Every time something momentous happens in the serial, the camera zooms to take everyone’s reactions. You can count the pimples on the face of the protagonist, watch the nose hair of the fatherly figure wiggle as he flares his nostrils, watch the botox enhanced vamp quiver with fear and basically the micro-expressions of every member of the annoyingly large family. Even the disinterested servant and the neighbour who has nothing to do with the scene gets a 5 second zoom to his face. It’s like the director wants every actor to work for the money he or she earns. One dialogue and then 5 minutes of recording everyone’s reaction; that’s how the serial moves to complete 500 episodes.
You can’t see it but I have puked on my floor while thinking about the dialogues these serials use. With scripts like those, I guess, you need dramatic dialogues but that is no excuse to resurrect the ghost of 1980s’ Bollywood. “Mujhe toh pehle se hi shaq tha…” “Karamjali, kulta…” “Kahan mu kaala kara ke aayi hai”, “Main tumhare bachche ki ma ban ne wali hoon”, “Kuchh aisa karo ki saanp bhi mar jaye aur lathi bhi na toote.”, “Ab nahi sahaa jaata”, “Bitiya toh paraya dhan hoti hai…” “Aaj tumne mujhe bata hi diya ki meri aukat kya hai..” “Tang aa gayi hoon roz roz ki khichkhich se” etc etc… Talk about cliche.
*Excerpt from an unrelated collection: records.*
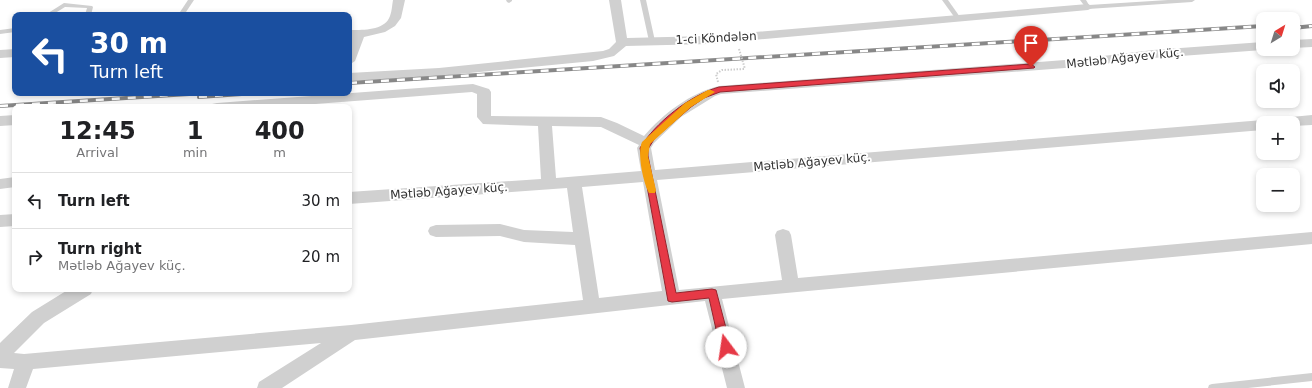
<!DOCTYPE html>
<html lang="en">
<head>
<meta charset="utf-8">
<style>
  :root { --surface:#fff; --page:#f6f6f6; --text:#202124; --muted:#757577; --line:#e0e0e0 }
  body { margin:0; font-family:"DejaVu Sans",sans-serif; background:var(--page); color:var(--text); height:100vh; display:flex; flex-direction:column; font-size:15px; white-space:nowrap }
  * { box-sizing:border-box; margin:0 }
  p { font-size:13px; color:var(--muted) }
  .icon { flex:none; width:22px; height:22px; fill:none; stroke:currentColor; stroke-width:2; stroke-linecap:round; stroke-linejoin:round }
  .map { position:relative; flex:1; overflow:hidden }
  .sheet { position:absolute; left:12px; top:104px; width:340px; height:188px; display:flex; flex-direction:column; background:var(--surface); border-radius:8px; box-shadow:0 2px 6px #0003 }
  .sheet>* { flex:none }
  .banner { position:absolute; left:12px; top:12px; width:340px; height:84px; border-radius:8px; box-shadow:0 2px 6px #0003; background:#1a4fa0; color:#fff; overflow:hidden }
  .needle { width:26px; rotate:38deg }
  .fabs { position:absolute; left:1256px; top:12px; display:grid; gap:8px }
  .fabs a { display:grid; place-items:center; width:44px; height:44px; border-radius:8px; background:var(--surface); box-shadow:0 2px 6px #0003; font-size:20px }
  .pin { position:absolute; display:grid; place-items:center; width:34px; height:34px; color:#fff; margin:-41px -17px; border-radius:50% 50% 50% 0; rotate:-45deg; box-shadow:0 0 4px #0007 }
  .pin .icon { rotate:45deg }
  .me { position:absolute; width:44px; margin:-22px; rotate:346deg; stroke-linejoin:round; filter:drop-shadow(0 0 3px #0008) }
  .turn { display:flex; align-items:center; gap:14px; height:84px; padding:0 12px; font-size:18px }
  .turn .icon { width:52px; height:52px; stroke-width:2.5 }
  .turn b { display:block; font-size:28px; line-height:34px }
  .eta { display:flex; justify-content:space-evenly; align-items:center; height:68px; text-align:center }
  .eta b { font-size:24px; font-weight:600; line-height:28px }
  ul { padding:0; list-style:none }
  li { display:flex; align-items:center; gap:12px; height:56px; padding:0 12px; border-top:1px solid var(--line) }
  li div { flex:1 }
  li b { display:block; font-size:15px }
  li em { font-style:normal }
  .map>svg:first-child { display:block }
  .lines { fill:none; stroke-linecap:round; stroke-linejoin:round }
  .path { stroke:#cdcdcd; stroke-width:2; stroke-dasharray:1.5 1.5; stroke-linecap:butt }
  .service { fill:#d0d0d0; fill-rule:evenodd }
  .minor { fill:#d0d0d0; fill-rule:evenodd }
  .rail-casing { stroke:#888; stroke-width:4 }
  .rail { stroke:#fff; stroke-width:2.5; stroke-dasharray:8; stroke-linecap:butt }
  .path-bridge { stroke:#cdcdcd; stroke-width:2; stroke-dasharray:1.5 1.5; stroke-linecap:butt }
  .route { fill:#e63946; stroke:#96252e }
  .slow { fill:#f59e0b }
  .labels { text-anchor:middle; stroke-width:4; stroke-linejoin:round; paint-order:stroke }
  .street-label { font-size:12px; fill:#333; stroke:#fff }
</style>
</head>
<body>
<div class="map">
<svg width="1312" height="388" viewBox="0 0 1312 388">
  <rect width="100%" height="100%" fill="#fff"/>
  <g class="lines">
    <path class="path" d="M718 82 716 74 722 70 745 69"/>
    <g class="service">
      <path d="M188 0H194L184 15H178Z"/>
      <path d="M506 0H512V1L509 3 507 2Z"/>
      <path d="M640 0H646L655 41 654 42 652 43 649 41Z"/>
      <path d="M942 0H948L960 17 959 18H955Z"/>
      <path d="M1080 0H1086L1089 5 1168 0H1195L1192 2 1088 9 1086 8Z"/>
      <path d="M64 3 92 6 93 7 91 15H85L87 8 65 7 52 15H45Z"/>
      <path d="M15 28V32L0 34V30Z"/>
      <path d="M1312 373V381L1248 388H1208L1209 385 1212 384Z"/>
    </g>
    <g class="minor">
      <path d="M393 0H405L401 18 395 26 385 32 364 37 355 61 349 65V44L351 37 349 38V30C362 30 385 31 390 16 392 11 392 5 393 0Z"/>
      <path d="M609 0H621L627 38 708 36 1088 4 1094 7 1088 10 708 44 626 46 614 56 593 61 439 76 349 81V73L439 68 603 51 609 49 616 42Z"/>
      <path d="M1312 39V47L1293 48V40Z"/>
      <path d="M1263 42V49H1266L1263 50 1153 58 1078 67 721 94 715 96 681 117 654 143 651 148 655 170 1263 120 1269 123H1263V130L657 180 679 290 782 280 775 235 777 231 783 229 789 231 791 235 798 278 1312 232V244L722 299 745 388H727L705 301 355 340 282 388H257L259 382 321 343 33 369 26 388H8L14 369 0 368V343L4 339 32 312 66 291 70 289H93L91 294 44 323 14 353 24 354 351 325 583 300 575 245 524 242 500 236 436 237 430 235 428 231 430 227 436 225 500 224 524 230 573 232 567 188 349 204V192L541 179 538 126 483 124 477 117V94L472 92 276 107H210L212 104 217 103 473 84 489 89 491 92V116L601 117 617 123 644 136C663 114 690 93 719 86L1078 59 1153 50ZM552 126 601 127 639 145 637 148 641 171 556 178ZM643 182 662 291 599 298 582 187Z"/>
      <path d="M15 49V57L0 58V50Z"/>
      <path d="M15 115V125L0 126V116Z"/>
      <path d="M1312 115V125L1293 126V123H1274L1276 120 1281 118Z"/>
      <path d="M15 177V187L0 189V179Z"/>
      <path d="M15 214V226L0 227V215Z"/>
    </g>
    <g class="rail-casing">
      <g id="rail">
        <path d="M1293 28 1312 26"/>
        <path d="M349 83 1263 26"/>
        <path d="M199 97 257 93"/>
        <path d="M0 106 205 93"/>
      </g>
    </g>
    <use href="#rail" class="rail"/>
    <path class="path-bridge" d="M739 49 745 69"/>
  </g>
  <path class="route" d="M1031 64 1035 67 1034 68 720 92 704 98 691 107 655 138 648 149V156L676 293 712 289 716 290 731 347 730 351 726 352 722 351 720 347 709 298 672 302 668 301 640 148C655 123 690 95 719 87Z"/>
  <path class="slow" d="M708 90H711L715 92 691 107 650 144 648 156 656 190 655 193H649C643 182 637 153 642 142L685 103Z"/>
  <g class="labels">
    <g class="street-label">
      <text transform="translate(716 38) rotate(-3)" y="4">1-ci Köndələn</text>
      <text transform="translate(1125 58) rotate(-6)" y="4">Mətləb Ağayev küç.</text>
      <text transform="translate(812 162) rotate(-5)" y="4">Mətləb Ağayev küç.</text>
      <text transform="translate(449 191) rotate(-4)" y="4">Mətləb Ağayev küç.</text>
    </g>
  </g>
</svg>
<div class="fabs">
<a><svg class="needle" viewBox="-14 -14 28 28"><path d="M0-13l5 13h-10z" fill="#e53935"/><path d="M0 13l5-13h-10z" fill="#757577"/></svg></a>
<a><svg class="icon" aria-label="sound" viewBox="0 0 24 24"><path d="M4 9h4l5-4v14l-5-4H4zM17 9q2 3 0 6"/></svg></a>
<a>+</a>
<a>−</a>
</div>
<div class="pin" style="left:1031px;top:67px;background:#d93025"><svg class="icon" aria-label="arrive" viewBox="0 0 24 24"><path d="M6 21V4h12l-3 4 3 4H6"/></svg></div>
<svg class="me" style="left:726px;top:347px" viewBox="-20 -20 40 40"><circle r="19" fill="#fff"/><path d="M0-13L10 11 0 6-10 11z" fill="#e63946"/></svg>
<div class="banner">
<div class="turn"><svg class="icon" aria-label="left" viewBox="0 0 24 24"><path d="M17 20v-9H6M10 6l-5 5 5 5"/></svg><div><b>30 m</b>Turn left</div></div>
</div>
<section class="sheet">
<div class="eta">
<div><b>12:45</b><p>Arrival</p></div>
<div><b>1</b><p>min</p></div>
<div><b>400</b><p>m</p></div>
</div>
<ul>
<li><svg class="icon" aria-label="left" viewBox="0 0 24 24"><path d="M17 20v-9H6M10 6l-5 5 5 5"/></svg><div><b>Turn left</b></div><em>30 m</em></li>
<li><svg class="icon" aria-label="right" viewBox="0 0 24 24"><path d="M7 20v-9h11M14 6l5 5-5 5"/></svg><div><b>Turn right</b><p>Mətləb Ağayev küç.</p></div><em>20 m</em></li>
</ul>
</section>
</div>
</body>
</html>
The episode mostly ends with an appalled or stunned face upon seeing someone who just entered the room. The viewer is at the edge of his seat waiting for this moment because the whole week, the channel has been building up for this moment! But no, you have to wait another day, not so easy can you unravel the mystery. Next episode of course is going to re-run the 5 min sequence building up the mystery again and then end with the surprise character being some random actor with no relevance to the storyline. A 3-4 minutes long exchange would ensue with no fruitful result and then the air starts building for next such “moment”.
*Enter surprise character*
(Our character is all wide-eyed and stunned)
*One long commercial break later*
Our character- Arey dadaji aap?
Dadaji (surprise character)- Haan bahu, tum kuch pareshan nazar aa rahi ho?
Our character- Ji kuchh nahi… aap yahan kaise?
Dadaji- Main bas yunhi, nikal raha tha toh socha milta chalun… mujhe aise kyun lag raha hai ki tum kuchh pareshan ho..
Our character- Ji woh baat ye hai ke….
*Script goes into a comma*
Even the serials other than family dramas are cliched and repetitive. Don’t believe me? Watch CID, Aahat or any other serial that has run for more than 3 years tonight. If you survive, we shall talk tomorrow.